John Ortberg ruined me the day he wrote the title of his book ‘If You Want To Walk On Water, You’ve Got To Get Out Of The Boat.’ I first encountered this quick read when I took one of my (at the time) bi-annual visits to King’s Fold Retreat Centre for a solitary fasting retreat back in 2002. I was home from my travels in India, supporting a delightful lady with disabilities in her home and starting my first leadership experience with the Alpha course. There was possibility in the air and a deep desire to be used, to be found faithful and to experience something beyond the norm – basically I wanted to know and be know by the Divine – the Other-Than, the Great-Than. 
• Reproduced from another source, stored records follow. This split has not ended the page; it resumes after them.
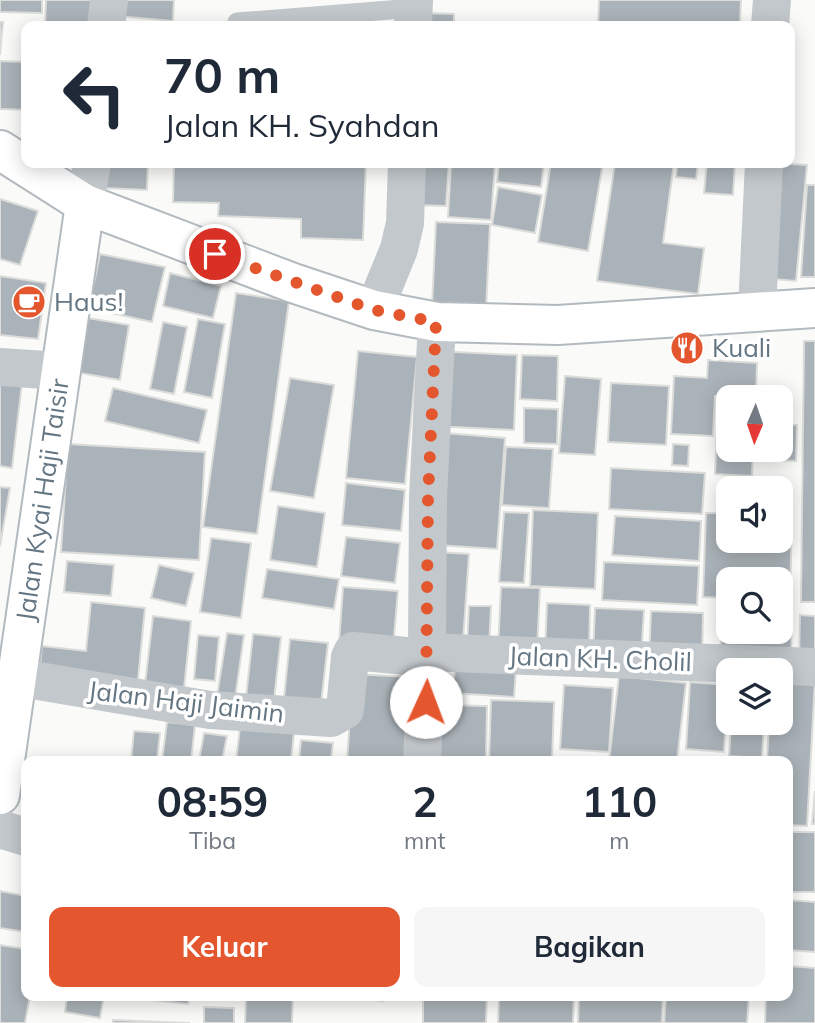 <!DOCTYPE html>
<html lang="id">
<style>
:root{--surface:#fff;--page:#f6f6f7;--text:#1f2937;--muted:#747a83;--accent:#e4572e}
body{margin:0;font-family:Mulish,sans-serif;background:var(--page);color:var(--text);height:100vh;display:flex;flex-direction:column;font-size:26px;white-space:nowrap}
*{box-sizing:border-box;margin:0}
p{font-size:23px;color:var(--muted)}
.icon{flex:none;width:38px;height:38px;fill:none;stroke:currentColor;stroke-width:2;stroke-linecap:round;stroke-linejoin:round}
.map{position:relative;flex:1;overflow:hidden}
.side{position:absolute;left:21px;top:756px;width:772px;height:245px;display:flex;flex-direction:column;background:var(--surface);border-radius:14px;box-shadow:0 4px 18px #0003}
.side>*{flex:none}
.banner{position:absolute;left:21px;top:21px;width:774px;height:147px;border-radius:14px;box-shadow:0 4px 18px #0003;background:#fff;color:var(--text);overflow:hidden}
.needle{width:46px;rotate:182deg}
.fabs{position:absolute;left:716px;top:385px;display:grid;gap:14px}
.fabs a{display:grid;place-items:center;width:77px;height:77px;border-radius:14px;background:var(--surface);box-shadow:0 4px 18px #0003;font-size:35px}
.pin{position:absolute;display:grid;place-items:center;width:60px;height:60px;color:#fff;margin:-30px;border:4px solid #fff;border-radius:50%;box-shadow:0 2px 7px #0007}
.me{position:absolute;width:77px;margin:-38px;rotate:2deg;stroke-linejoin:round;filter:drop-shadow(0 0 5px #0008)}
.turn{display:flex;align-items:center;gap:24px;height:147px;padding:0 28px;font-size:32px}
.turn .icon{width:91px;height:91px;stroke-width:2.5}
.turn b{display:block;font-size:49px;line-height:60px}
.eta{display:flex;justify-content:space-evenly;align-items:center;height:119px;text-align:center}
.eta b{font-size:42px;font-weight:700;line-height:49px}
.cta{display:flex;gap:14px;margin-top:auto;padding:14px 28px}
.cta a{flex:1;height:80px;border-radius:14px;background:var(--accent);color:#fff;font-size:28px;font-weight:700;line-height:80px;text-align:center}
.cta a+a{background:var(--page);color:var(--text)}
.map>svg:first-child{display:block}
.building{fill:#aab3b9;stroke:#dcdcda;stroke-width:2}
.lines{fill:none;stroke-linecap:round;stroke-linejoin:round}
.secondary-casing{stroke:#b3babf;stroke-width:42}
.lane{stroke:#c3c8cc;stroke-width:19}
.street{stroke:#c3c8cc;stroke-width:38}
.secondary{stroke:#fff;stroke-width:38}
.route{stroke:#e4572e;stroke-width:12;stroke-dasharray:0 21.6}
.labels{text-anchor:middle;stroke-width:7;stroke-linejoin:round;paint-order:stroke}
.poi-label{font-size:26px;fill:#657683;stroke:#fff;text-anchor:start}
.street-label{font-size:26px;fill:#657683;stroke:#fff}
</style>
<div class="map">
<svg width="815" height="1023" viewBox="0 0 815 1023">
<rect width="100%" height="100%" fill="#fafaf8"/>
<g class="building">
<path d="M0,0H42V13L0,12Z"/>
<path d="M46,0H94L93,26H45Z"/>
<path d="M117,0H174L173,21L116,16Z"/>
<path d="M599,0H741L740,26H598Z"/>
<path d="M423,13L454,14V26H423Z"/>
<path d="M0,22H3L0,55Z"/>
<path d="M388,22V26H353Z"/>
<path d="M0,61L26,62V110L0,109Z"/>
<path d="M106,163H148L147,190L105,188Z"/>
<path d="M174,163H366L363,240L301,238V219L218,216L219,203L173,202Z"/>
<path d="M417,163H449L446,206L414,205Z"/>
<path d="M451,163H495L491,220L448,217Z"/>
<path d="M499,163H544L541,187L497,182Z"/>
<path d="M551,163H603L588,251L538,242Z"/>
<path d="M615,163H674L663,243L704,248L698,294L597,281Z"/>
<path d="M677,163H698L696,179L676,177Z"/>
<path d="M707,163H735L733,195L704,193Z"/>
<path d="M773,163L807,165L796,281L763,278Z"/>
<path d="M807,185H815V277H801Z"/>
<path d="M498,187L542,195L535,233L492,225Z"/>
<path d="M0,199L38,211L20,265L0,259Z"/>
<path d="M436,222L490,224L486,310L432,307Z"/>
<path d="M100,254L165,267L152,322L89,308Z"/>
<path d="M170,273L221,286L213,318L163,306Z"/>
<path d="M0,276L46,283L38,339L0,335Z"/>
<path d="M236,293L289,301L257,534L203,527Z"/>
<path d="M88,318L129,325L120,380L80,373Z"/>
<path d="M198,319L225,324L212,398L184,392Z"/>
<path d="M163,322L187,327L174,394L150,389Z"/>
<path d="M804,341H815V602H801Z"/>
<path d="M358,351L417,357L405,484L346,478Z"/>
<path d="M436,351L517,355L514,430L432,426Z"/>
<path d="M522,355L558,356L557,401L520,399Z"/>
<path d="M708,360L757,363L756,397L715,396L713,436L671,434L674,376L707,378Z"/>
<path d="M565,376L601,379L595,455L559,453Z"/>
<path d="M290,378L334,385L314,498L270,491Z"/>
<path d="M0,380L22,383L12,468L0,466Z"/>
<path d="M611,383L669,386L666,445L608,442Z"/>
<path d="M113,388L207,410L199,443L105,421Z"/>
<path d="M718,403H728V450H753L752,476L715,474Z"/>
<path d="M524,408L558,409L557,444L524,443Z"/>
<path d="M780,424L797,425L796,461L763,460V450H780Z"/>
<path d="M445,433L505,438L497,549L437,545Z"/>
<path d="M68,444L205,452L199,560L61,552Z"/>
<path d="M673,444L689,445L688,466L672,465Z"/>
<path d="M506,447L553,449L549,508L502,505Z"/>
<path d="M611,468L705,473L702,514L609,509Z"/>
<path d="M346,483L405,490L401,531L342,525Z"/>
<path d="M0,487L10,488L0,546Z"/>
<path d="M278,506L325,513L317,567L270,560Z"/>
<path d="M533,510L598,513L595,589L530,586Z"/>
<path d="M504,512L529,513L524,583L499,582Z"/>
<path d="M706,513H728V541H780V515L792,516L790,600H780V579H728V598L703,597Z"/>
<path d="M615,516L701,521L699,561L612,555Z"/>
<path d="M346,537L400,543L395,583L341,576Z"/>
<path d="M211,538L251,543L241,618L200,612Z"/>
<path d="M439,552L469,554L463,641L433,639Z"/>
<path d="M67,561L114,565L111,596L64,592Z"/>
<path d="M604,562L699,566L697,605L602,600Z"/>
<path d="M159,565L194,573L186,606L151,598Z"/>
<path d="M267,569L339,579L334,609L262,598Z"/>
<path d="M343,587L398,591L393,648L339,644Z"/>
<path d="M501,587L540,588L537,650L498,649Z"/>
<path d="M91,602L145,608L137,689L39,675L42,646L86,651Z"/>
<path d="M547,603L590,605L589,654L545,652Z"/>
<path d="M469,606H491L489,647H467Z"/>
<path d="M722,606H728V632H780V608H792L791,664L720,662Z"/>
<path d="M595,608L644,610L641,658L593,656Z"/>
<path d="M651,611L703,613L702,661L649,659Z"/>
<path d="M800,615L815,616V661L799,660Z"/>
<path d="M153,616L191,621L183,698L144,693Z"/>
<path d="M227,633L244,635L235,699L217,696Z"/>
<path d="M253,634L281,637L273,709L245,706Z"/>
<path d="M198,635L219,637L215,681L194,679Z"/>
<path d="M290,639L328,643L320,712L283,708Z"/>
<path d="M455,665L516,669L514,697L453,693Z"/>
<path d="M353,674L411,677L406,761H347Z"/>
<path d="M619,676L686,683L677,761H609Z"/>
<path d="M780,679L815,681L807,826L788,825V761H767L769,723H780Z"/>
<path d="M690,682L728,685L724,752L686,749Z"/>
<path d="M564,685L613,688L609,752L560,749Z"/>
<path d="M491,700L554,702L552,761H489Z"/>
<path d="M434,705L487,706L486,761H432Z"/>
<path d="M167,722L195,725L191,761H162Z"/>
<path d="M731,723H764L762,758L729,756Z"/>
<path d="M240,727L294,733L291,761H236Z"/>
<path d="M134,731L160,733L157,761H131Z"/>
<path d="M204,733L227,736L222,761H199Z"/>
<path d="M301,740L333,743L331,761H299Z"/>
<path d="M562,758L600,760V761H562Z"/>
<path d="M815,791V824H812Z"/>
<rect x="788" y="832" width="27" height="60"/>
<path d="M0,891L26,896V932L0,928Z"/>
<path d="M788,900L815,902V952L788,950Z"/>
<path d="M0,945L26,949V996H30L25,1023H0Z"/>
<path d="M788,966L815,968V1023H765L766,996H788Z"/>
<path d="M67,996H104L100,1018L65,1012Z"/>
<path d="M116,996H189L188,1004Z"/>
<path d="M325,996H383V1001Z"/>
<path d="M423,996H487L486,1023H423Z"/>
<path d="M499,996H574L573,1023H498Z"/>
<path d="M579,996H663L662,1023H578Z"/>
<path d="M666,996H749L747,1023H664Z"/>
<path d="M246,997L293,999L292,1023H245Z"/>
<path d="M204,1007L234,1008V1023H204Z"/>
<path d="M113,1020L190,1023H113Z"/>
</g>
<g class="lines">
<defs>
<g id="secondary">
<path d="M0,150L85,204L293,283L374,310L437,322L558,325L815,308"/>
<path id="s1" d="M0,795L85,204"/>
</g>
</defs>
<use href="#secondary" class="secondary-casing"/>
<path class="lane" d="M237,22L414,8"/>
<g class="street">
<path d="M106,26L109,0"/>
<path d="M413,26L414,0"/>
<path d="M770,26L772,0"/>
<path d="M85,204L92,163"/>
<path d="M374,310L399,249L405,223L407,163"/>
<path d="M757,310L764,163"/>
<path d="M0,367L61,371"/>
<path d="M427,652L815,667"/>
<path d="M15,677L210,710L331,718L345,710L350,657L353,651L427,658"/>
<path d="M422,761L427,652L428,497L437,322"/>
<path d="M0,829L26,837"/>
</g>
<use href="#secondary" class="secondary"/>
</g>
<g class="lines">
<path class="route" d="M215,254L374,310L436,322L428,497L426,702"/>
</g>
<defs>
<symbol id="cafe-disc" viewBox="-11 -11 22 22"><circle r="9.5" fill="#e4572e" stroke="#fff"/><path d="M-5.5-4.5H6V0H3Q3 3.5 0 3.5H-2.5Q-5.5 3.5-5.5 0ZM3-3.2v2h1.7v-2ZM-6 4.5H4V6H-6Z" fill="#fff"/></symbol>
<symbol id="restaurant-disc" viewBox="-11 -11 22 22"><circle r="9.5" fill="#e4572e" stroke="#fff"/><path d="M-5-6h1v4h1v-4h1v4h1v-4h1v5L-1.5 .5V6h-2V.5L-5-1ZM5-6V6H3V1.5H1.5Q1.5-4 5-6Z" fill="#fff"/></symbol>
</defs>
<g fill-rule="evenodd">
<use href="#cafe-disc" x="10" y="283" width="38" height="38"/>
<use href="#restaurant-disc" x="668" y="329" width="38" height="38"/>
</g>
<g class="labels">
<g class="poi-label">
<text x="54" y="311">Haus!</text>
<text x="712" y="357">Kuali</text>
</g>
<g class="street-label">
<text dy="9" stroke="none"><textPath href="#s1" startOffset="298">Jalan Kyai Haji Taisir</textPath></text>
<text transform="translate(600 659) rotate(2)" y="9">Jalan KH. Cholil</text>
<text transform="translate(186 702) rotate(7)" y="9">Jalan Haji Jaimin</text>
</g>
</g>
</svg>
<div class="fabs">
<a><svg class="needle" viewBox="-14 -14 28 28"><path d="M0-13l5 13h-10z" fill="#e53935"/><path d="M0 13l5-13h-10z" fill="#747a83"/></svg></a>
<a><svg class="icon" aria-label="sound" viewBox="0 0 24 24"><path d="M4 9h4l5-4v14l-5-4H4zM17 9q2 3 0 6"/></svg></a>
<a><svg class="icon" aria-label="search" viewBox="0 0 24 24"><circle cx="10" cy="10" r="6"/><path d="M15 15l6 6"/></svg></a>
<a><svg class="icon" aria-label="layers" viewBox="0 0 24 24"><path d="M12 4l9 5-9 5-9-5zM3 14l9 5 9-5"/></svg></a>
</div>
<div class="pin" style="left:215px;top:254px;background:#d93025"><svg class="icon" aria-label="arrive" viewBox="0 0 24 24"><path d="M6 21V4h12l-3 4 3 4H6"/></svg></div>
<svg class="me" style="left:426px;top:702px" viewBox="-20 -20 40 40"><circle r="19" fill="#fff"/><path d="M0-13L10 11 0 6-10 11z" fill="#e4572e"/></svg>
<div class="banner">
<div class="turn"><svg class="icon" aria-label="left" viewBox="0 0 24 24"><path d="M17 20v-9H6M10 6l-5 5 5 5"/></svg><div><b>70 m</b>Jalan KH. Syahdan</div></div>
</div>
<section class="side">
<div class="eta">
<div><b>08:59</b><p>Tiba</p></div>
<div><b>2</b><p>mnt</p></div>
<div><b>110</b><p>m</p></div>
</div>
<div class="cta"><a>Keluar</a><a>Bagikan</a></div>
</section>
</div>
So. I took Ortberg’s challenge to pray for one particular thing every day for 6 months and see what happened. In his book, he said he would refund your money if you prayed for 6 months about one particular thing and nothing happened. He said to write him and tell him what happened and if nothing happened, watch in the mail. SO. I prayed. And 6 months later I wrote him a letter of the profound experiences and generous delights the Lord gave during that 6 month season – no refund on the book for me!
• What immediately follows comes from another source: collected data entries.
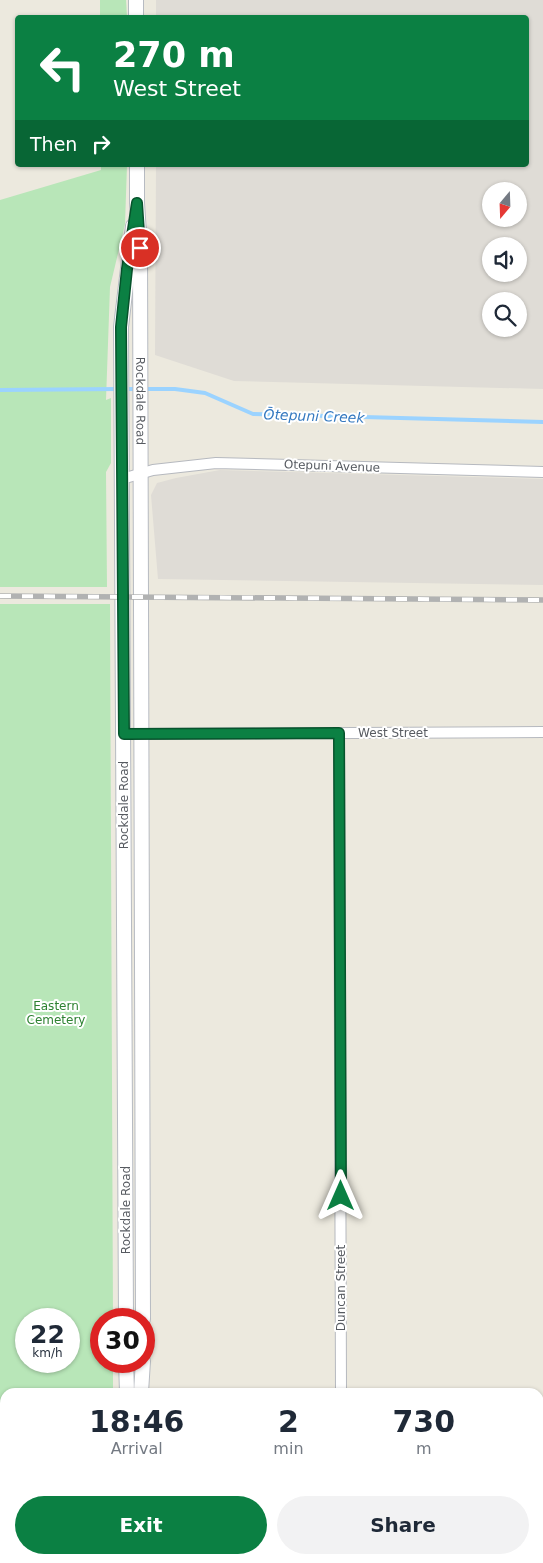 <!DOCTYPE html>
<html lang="en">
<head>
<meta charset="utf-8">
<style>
  :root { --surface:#fff; --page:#f2f2f3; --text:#1f2937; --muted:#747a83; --accent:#0b8043 }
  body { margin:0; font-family:"DejaVu Sans",sans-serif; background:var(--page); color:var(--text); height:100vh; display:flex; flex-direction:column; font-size:19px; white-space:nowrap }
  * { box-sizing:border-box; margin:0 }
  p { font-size:16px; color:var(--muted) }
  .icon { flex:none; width:28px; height:28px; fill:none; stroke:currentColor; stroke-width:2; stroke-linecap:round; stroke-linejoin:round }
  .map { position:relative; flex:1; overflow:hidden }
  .sheet { position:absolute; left:0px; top:1388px; width:544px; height:176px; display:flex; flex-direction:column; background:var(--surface); border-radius:15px 15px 0 0; box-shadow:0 1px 4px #0004 }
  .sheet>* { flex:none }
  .banner { position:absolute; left:15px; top:15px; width:514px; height:152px; border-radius:5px; box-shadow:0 1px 4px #0004; background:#0b8043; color:#fff; overflow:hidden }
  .needle { width:32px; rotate:199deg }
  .controls { position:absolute; left:482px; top:182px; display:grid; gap:10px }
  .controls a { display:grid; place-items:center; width:45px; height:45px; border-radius:50%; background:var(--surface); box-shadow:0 1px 4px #0004; font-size:25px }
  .speed { position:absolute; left:15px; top:1308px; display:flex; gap:10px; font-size:25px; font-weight:700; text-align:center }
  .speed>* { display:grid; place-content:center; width:65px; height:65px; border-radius:50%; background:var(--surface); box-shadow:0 1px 4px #0004; line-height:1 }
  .speed small { font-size:12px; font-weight:400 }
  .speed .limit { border:8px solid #d22; background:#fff; color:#111 }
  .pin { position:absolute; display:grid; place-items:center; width:42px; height:42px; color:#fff; margin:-21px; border:2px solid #fff; border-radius:50%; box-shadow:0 1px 5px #0007 }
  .me { position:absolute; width:55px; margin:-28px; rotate:0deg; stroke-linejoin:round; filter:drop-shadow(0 0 4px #0008) }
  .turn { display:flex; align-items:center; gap:18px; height:105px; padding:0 15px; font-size:22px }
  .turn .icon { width:65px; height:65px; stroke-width:2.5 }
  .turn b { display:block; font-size:35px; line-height:42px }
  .then { display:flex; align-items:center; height:48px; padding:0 15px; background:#0003; gap:10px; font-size:19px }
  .eta { display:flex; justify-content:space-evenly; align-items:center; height:85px; text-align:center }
  .eta b { font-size:30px; font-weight:600; line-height:35px }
  .action { display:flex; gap:10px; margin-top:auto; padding:10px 15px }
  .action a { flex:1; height:58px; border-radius:30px; background:var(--accent); color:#fff; font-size:20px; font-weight:600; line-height:58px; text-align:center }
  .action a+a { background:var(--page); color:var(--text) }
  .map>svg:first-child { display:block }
  .commercial { fill:#fff4d0 }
  .industrial { fill:#dfdcd6; fill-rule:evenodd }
  .green { fill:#b8e6b8; fill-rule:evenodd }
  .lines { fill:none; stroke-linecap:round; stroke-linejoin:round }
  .stream { stroke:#9bd3ff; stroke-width:4 }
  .minor-casing { stroke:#b6b9bf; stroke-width:12 }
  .tertiary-casing { stroke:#b6b9bf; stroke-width:15 }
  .secondary-casing { stroke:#b7bbc2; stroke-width:16 }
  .trunk-casing { stroke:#eaa200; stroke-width:19 }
  .minor { stroke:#fff; stroke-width:10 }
  .tertiary { stroke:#fff; stroke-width:12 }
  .secondary { stroke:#fff; stroke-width:14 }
  .trunk { stroke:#ffe891; stroke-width:16 }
  .rail-casing { stroke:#b1b2b2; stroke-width:5.5 }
  .rail { stroke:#fff; stroke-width:4; stroke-dasharray:11; stroke-linecap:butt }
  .route-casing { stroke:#07532c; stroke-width:12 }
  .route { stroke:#0b8043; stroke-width:9 }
  .labels { text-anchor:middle; stroke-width:4; stroke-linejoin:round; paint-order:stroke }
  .street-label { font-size:12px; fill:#575b61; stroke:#fff }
  .park-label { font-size:12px; fill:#2e8232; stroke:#fff }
  .water-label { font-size:14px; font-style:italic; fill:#3579c0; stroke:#fff }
</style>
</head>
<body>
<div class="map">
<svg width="543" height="1563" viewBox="0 0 543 1563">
  <rect width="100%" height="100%" fill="#ece9de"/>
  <!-- commercial -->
  <g class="commercial">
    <polygon points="0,1516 5,1516 5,1559 111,1559 111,1563 0,1563"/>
    <rect x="163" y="1559" width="128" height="4"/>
  </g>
  <!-- industrial -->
  <g class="industrial">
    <path d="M 156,0 L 543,0 L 543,389 L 234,381 L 155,355 L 156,165 L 526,165 L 526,18 L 156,18 ZM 491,191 L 519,191 L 519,219 L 491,219 ZM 491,246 L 519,246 L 519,274 L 491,274 ZM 491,301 L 519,301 L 519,329 L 491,329 Z"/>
    <polygon points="220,470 543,479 543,585 158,579 151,495 157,483 176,478"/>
  </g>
  <!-- green -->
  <g class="green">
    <polygon points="100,0 126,0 127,17 100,17"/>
    <polygon points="101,165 127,165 125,224 110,287 106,400 111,398 111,463 106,472 107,587 0,587 0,200 101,170"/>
    <path d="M 0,604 L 110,604 L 113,1319 L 101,1319 L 101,1361 L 113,1361 L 113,1392 L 5,1392 L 5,1478 L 0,1478 ZM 26,1319 L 69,1319 L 69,1361 L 26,1361 Z"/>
  </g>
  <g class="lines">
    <!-- stream -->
    <g class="stream">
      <polyline points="125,389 175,389 205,393 253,414 543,422"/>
      <polyline points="0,390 118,389"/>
    </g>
    <defs>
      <g id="minor">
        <polyline points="122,479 153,470 216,463 543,472"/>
        <polyline points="339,733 341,1392"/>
        <polyline points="124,734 543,732"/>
        <polyline points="348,1559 348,1563"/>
      </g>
      <g id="tertiary">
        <polyline points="142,1559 143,1563"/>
        <polyline points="126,1563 127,1559"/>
      </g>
      <g id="secondary">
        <polyline points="136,0 136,18"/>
        <path id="s1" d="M 137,165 L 137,203 L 140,248 L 143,1319"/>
        <polyline points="126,1319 121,327 133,226"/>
        <polyline points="126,1361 127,1392"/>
        <polyline points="141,1392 143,1361"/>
      </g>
      <g id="trunk">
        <polyline points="539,1466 543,1466"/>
        <polyline points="539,1488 543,1488"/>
        <polyline points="0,1493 5,1493"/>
        <polyline points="0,1508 5,1507"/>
      </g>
    </defs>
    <!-- minor casing -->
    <use href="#minor" class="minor-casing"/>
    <!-- tertiary casing -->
    <use href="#tertiary" class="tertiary-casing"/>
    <!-- secondary casing -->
    <use href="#secondary" class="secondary-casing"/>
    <!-- trunk casing -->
    <use href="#trunk" class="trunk-casing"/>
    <!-- minor -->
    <use href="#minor" class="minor"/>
    <!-- tertiary -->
    <use href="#tertiary" class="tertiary"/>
    <!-- secondary -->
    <use href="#secondary" class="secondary"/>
    <!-- trunk -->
    <use href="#trunk" class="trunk"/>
    <defs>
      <polyline id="rail" points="0,596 543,600"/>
    </defs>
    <!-- rail casing -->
    <use href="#rail" class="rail-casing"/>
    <!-- rail -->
    <use href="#rail" class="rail"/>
  </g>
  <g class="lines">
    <defs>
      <polyline id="route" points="140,248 137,203 127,269 121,327 124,734 339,733 341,1196"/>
    </defs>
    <!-- route casing -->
    <use href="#route" class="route-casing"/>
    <!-- route -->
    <use href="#route" class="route"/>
  </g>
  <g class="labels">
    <!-- street labels -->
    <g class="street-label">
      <text dy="4" stroke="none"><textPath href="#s1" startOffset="236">Rockdale Road</textPath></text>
      <text transform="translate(332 466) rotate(2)" y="4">Otepuni Avenue</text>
      <text x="393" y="737">West Street</text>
      <text transform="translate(124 805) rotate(-90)" y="4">Rockdale Road</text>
      <text transform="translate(126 1210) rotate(-90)" y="4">Rockdale Road</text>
      <text transform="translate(341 1288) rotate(-90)" y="4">Duncan Street</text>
    </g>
    <!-- park labels -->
    <g class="park-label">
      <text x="56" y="1010">Eastern<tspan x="56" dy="14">Cemetery</tspan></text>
    </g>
    <!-- water labels -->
    <g class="water-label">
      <text transform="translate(314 416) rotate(2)" y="5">Ōtepuni Creek</text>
    </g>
  </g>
</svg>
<div class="controls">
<a><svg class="needle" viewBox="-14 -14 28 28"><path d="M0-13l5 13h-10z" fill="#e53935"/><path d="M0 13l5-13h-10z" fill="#747a83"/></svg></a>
<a><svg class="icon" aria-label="sound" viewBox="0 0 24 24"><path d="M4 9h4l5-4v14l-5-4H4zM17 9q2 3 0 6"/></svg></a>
<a><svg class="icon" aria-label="search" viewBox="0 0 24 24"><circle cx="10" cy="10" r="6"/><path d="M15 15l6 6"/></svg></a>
</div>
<div class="speed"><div>22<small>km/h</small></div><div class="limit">30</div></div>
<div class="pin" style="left:140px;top:248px;background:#d93025"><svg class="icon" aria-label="arrive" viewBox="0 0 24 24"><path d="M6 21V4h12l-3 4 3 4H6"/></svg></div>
<svg class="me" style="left:341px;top:1196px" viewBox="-20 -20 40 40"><path d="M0-17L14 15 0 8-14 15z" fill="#0b8043" stroke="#fff" stroke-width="4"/></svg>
<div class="banner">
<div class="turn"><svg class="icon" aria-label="left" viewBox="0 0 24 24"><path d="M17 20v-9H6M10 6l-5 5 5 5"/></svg><div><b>270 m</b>West Street</div></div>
<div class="then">Then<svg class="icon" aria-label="right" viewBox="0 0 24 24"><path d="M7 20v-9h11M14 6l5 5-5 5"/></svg></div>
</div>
<section class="sheet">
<div class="eta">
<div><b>18:46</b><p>Arrival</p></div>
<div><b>2</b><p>min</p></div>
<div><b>730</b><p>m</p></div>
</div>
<div class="action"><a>Exit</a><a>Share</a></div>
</section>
</div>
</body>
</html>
I’m no sailor or fisherman, nor do I have the remote chance of maintaining balance in a precarious boat. But I do know what it’s like to get out of one…to be acknowledged by name by The One Who Loves Fully, to be challenged to faith and not fear and….yet, to fall into the deep waters of divided, anxious focus only to be grabbed and saved and restored.

I kinda thought that once I got out of the boat I’d never get back in or that once I was out, I was out – walking, dancing and floating on the waters of faith with my sweet Lord would be my good fortune and forecast. Perhaps the getting out of the boat is only the beginning of what C.S. Lewis writes as ‘the farther up and further in’ of the kingdom –the first chapter a mere glimpse, taste, suggestion of what is to come.

SO – all that to say that – there is certainly more to come in my little life. My next wee step ‘farther up and further in’ is to pursue my long-time dream for doctoral studies – to continue the passion for researching the hospitality and service of Jesus and to find venues to share this research. To say hello to this dream means to say goodbye to another. I’m ok with this…I think. Transition takes time and involves the grieving of one thing in order to fully embrace another. And yet – I sense it is all one and the same dream really. This clinging to the cross, this longing for the divine, this sharing of life, is found in every context I am located in – physically and relationally; emotionally and spiritually.

Today’s coordinates are a ragamuffin camping experience on the edge of a river valley. Tomorrow’s coordinates are yet to be determined…there’s just one direction I know for sure. It’s the direction that takes me out of the boat…yet again. Lord have mercy.